A site or end-point for discovery, for access, or for the processing of data or related resources.

[removed section on DDS definition - was looking at old version]

I also agree with @agreiner that it feels odd that there is just this one kind of service that is a subclass of DataService and I wonder if it couldn't somehow be accommodated within DataService. Is there functionality that would be lost (or gained!) if dcat:servesDataset were to be used with DataService?

dr-shorthair commented 5 years ago

How about these definitions -

DS - "A site or end-point providing operations related to the discovery of, access to, or processing functions on data or related resources"

DDS - "A site or end-point that provides access to distributions of datasets"

And we might also add a usage note on DDS - "A Discovery Service is a DDS that provides access to a Catalog" ... and then drop the separate DiscoveryService class.

agbeltran commented 5 years ago

Those definitions sound good to me.
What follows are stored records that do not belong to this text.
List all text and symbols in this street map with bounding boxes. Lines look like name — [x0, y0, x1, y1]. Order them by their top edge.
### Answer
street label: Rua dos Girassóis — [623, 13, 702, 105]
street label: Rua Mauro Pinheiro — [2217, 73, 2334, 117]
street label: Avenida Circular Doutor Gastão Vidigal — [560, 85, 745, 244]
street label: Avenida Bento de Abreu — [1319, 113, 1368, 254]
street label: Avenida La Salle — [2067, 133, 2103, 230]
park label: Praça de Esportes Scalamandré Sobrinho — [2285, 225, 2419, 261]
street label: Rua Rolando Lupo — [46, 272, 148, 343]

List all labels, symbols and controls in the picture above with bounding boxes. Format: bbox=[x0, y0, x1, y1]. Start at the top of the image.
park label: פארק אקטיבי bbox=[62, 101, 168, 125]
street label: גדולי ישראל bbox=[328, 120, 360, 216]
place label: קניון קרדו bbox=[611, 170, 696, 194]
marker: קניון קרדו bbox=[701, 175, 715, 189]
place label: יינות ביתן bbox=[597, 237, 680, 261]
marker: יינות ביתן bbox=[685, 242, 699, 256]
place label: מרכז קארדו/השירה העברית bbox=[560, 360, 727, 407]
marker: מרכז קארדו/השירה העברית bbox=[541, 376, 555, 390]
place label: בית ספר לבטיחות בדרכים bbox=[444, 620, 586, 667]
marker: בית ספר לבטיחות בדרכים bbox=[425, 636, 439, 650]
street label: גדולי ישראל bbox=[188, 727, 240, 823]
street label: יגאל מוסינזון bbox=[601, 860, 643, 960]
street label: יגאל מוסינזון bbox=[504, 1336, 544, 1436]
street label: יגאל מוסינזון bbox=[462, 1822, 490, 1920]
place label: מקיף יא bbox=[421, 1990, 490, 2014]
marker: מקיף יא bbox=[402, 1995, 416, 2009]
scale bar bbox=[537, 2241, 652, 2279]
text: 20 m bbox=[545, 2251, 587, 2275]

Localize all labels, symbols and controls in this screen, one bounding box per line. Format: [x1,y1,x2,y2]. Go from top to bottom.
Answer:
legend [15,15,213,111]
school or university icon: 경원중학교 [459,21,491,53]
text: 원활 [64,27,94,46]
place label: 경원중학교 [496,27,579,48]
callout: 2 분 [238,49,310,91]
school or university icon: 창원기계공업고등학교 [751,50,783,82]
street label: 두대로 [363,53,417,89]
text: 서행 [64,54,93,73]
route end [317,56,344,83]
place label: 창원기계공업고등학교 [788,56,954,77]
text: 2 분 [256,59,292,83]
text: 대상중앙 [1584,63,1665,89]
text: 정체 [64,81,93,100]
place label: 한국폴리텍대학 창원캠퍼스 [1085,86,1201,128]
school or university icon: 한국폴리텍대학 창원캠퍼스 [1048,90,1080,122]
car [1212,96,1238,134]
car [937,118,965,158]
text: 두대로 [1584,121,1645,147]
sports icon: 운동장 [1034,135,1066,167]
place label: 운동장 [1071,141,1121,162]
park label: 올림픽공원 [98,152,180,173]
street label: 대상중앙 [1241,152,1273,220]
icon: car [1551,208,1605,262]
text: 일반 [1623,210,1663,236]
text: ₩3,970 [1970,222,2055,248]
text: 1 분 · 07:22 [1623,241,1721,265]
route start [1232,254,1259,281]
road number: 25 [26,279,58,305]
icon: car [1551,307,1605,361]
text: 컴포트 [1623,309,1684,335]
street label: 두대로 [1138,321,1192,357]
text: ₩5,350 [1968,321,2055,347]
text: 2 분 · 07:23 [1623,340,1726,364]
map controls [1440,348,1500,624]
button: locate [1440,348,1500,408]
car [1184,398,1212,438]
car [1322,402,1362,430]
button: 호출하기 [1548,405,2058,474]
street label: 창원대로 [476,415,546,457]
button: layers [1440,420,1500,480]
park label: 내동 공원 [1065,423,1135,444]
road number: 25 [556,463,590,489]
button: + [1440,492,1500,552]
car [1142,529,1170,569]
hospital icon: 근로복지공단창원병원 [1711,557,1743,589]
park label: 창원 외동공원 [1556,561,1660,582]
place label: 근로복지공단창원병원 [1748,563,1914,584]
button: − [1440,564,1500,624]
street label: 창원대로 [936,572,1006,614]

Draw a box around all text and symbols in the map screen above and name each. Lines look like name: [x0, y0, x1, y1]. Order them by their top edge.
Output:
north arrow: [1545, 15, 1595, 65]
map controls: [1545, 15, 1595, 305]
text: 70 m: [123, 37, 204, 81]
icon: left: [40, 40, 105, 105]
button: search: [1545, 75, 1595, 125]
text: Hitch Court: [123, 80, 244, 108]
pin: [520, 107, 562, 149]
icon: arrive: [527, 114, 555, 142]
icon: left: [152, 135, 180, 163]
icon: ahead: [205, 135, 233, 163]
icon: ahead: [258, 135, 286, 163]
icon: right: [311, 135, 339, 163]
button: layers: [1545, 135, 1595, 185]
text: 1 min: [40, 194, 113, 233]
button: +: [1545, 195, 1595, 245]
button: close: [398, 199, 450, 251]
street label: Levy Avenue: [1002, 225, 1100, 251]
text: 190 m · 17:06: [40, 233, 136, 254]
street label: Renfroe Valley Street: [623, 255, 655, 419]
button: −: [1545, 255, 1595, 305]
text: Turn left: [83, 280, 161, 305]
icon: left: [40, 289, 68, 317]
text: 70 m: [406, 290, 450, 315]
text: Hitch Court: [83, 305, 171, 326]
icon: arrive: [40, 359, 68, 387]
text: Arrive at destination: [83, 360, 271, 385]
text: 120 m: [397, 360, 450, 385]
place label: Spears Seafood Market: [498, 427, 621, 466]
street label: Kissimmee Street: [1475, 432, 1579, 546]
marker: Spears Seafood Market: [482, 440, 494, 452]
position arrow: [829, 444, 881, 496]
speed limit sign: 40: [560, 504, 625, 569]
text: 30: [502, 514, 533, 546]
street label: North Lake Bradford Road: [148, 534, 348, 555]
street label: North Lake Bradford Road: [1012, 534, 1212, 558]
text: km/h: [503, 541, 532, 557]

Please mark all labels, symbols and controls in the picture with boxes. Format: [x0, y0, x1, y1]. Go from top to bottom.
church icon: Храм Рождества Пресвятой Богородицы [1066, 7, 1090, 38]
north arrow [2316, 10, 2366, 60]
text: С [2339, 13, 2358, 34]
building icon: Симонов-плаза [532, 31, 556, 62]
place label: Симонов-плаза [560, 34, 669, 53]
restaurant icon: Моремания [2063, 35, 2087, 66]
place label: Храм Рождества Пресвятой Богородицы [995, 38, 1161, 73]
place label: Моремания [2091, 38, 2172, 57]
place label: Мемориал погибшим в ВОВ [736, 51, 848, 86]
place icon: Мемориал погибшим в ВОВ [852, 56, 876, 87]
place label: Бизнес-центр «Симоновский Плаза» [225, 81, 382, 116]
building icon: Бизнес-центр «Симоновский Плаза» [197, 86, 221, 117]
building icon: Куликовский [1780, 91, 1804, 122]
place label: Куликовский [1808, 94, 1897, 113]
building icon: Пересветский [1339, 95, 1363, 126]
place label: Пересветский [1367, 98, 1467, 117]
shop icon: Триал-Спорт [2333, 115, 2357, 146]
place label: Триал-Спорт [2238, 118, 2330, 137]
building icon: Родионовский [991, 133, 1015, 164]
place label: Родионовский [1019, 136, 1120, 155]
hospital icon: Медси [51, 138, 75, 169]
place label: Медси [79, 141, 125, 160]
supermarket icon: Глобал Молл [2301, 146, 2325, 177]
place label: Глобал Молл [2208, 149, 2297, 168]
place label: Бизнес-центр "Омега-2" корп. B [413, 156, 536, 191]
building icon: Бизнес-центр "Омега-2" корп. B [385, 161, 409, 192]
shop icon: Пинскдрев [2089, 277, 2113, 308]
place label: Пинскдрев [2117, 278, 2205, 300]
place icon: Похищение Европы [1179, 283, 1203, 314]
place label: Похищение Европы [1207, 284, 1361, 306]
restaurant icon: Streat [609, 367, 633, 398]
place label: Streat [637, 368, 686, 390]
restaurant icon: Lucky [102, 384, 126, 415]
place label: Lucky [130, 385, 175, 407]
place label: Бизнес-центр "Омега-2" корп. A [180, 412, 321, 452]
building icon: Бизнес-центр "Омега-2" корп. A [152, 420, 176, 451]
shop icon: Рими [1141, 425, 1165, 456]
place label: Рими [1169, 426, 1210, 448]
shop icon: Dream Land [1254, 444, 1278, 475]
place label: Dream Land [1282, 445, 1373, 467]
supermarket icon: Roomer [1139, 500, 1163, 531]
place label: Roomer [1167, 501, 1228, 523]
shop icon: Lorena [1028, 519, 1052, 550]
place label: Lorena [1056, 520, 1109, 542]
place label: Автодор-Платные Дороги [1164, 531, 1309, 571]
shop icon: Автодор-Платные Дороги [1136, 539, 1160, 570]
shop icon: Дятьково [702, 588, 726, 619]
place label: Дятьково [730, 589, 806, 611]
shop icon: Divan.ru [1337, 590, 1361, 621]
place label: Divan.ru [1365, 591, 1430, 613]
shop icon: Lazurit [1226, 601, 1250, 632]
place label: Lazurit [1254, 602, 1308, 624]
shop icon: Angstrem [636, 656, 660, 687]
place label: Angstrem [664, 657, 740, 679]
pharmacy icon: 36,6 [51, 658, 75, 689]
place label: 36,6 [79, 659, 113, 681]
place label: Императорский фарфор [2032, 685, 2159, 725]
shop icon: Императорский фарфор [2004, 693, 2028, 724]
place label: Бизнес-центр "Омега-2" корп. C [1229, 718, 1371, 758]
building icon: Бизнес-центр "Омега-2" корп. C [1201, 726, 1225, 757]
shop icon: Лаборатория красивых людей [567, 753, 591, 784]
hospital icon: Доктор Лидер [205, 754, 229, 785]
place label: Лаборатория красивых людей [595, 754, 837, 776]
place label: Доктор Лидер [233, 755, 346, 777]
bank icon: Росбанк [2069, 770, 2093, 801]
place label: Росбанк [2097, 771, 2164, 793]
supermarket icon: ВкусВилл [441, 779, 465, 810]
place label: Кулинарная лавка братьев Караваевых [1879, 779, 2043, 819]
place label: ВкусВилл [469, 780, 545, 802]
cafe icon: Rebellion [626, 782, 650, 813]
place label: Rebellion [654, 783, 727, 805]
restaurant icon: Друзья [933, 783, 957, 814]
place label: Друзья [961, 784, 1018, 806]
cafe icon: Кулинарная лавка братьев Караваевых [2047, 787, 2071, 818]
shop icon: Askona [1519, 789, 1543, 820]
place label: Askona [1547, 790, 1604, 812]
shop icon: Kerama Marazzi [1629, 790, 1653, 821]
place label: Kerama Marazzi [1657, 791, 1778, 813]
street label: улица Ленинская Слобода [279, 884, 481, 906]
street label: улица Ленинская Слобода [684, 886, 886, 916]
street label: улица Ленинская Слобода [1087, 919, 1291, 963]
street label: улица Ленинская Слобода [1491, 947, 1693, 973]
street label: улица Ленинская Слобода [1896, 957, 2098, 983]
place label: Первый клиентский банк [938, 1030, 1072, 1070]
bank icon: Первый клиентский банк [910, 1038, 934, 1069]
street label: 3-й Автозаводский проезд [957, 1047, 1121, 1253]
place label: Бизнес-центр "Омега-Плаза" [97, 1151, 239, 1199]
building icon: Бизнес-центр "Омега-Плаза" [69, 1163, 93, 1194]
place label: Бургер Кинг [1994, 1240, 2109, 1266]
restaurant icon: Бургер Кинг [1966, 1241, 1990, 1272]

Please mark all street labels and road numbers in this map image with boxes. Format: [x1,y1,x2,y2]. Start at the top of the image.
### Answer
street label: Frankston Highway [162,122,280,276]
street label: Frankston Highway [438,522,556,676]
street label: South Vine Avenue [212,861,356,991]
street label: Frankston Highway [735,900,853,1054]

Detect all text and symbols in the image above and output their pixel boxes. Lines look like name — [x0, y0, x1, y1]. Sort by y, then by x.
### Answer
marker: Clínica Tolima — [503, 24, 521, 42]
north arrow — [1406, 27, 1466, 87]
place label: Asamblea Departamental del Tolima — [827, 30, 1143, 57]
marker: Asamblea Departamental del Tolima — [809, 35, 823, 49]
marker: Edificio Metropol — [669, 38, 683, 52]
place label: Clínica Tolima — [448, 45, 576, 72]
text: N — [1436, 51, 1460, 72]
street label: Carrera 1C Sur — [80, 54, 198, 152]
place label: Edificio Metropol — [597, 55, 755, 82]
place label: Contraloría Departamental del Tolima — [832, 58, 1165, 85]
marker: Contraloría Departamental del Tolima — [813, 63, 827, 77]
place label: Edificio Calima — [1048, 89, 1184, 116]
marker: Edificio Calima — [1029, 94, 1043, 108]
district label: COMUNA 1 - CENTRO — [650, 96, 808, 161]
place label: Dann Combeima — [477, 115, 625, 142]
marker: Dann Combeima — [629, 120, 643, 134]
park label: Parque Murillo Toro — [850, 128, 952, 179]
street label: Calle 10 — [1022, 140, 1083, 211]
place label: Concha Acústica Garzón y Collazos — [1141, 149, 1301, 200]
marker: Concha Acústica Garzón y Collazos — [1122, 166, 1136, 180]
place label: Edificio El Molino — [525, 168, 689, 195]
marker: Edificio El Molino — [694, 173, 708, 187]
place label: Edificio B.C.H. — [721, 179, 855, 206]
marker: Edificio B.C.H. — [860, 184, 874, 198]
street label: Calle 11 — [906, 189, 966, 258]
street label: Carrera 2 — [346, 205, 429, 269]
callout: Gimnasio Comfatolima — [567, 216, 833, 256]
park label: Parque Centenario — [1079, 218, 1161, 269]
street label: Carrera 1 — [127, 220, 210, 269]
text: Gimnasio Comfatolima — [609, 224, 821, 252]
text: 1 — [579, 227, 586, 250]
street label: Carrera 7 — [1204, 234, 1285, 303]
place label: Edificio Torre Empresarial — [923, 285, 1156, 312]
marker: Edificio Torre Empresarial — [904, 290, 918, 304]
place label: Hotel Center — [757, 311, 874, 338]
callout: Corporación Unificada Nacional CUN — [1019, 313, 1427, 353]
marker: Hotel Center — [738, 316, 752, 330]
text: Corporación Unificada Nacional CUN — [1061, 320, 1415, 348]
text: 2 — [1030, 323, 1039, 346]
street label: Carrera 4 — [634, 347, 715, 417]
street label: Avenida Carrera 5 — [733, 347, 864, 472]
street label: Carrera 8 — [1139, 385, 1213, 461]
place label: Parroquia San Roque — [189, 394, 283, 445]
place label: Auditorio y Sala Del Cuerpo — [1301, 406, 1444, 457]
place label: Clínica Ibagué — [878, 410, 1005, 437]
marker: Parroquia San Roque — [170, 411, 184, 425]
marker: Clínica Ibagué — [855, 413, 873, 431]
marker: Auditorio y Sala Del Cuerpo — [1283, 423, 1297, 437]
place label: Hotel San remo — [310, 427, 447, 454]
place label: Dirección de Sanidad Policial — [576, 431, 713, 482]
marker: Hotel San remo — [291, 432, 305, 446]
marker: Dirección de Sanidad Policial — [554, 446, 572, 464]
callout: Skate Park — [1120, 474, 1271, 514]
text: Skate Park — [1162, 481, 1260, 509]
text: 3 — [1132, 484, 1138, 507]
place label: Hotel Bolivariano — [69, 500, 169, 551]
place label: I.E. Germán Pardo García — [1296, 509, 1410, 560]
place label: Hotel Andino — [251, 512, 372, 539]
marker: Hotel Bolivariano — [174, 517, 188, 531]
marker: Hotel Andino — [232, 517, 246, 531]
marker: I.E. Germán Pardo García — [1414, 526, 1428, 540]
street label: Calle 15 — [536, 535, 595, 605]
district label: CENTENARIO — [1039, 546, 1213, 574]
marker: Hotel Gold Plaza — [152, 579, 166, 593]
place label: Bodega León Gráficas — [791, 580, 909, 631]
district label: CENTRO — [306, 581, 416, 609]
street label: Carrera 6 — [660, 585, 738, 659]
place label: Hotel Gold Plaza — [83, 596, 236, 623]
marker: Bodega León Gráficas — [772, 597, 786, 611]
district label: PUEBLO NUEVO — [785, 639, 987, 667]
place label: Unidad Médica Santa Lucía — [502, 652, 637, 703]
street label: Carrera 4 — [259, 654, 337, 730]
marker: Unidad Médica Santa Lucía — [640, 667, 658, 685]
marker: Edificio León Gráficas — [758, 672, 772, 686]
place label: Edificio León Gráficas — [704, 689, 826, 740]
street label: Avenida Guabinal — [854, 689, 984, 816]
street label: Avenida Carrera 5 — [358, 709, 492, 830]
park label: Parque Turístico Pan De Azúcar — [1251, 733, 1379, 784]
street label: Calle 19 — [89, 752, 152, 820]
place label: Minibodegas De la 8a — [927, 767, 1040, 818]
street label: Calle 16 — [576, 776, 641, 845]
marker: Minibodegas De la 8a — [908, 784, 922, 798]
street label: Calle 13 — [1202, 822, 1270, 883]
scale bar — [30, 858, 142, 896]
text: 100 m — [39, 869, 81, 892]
Should the note say "A Data Discovery Service is a DDS that provides access to a Catalog"?

dr-shorthair commented 5 years ago

I've made some further clarifications in the text of the normative and introductory (scope) sections. Following discussion towards the end of today's DCAT telecon, the named class DiscoveryService has been dropped.

@agreiner and @kcoyle please read these to check if they work for you:

kcoyle commented 5 years ago

Thanks, @dr-shorthair - now I see what the "processing" was about and it's much clearer.

That resolves the issue of the definitions, but I think there hasn't been an answer to @agreiner 's question (which I seconded) asking if DataDistributionService couldn't be treated as a DataService with necessitating its own class. Couldn't this be one of the possible values of dcat:endpointDescription?

dr-shorthair commented 5 years ago

@kcoyle I thought that had I addressed @agreiner concerns here.

The second usage note here points out that dct:type can be used for typing. And IMO DDS is an important enough sub-class that it merits its own name - see also the first usage note here

kcoyle commented 5 years ago

I'll let @agreiner answer whether she thinks her concerns are addressed.

Yes, I saw the dct:type can be used for typing, which is why I thought that DDS could be a type (although I note that there isn't a service type vocabulary that would include it). I also asked if other services cannot be "bound to one or more specified Datasets" within a catalog. To me that sounds logical that they could be, and DDS is said as "A DataDistributionService is usually bound to one or more specified Datasets..." - note "usually" so this isn't a deciding factor for DDS, just a common option. Perhaps I am missing something because I'm not very familiar with the use of catalogs for datasets.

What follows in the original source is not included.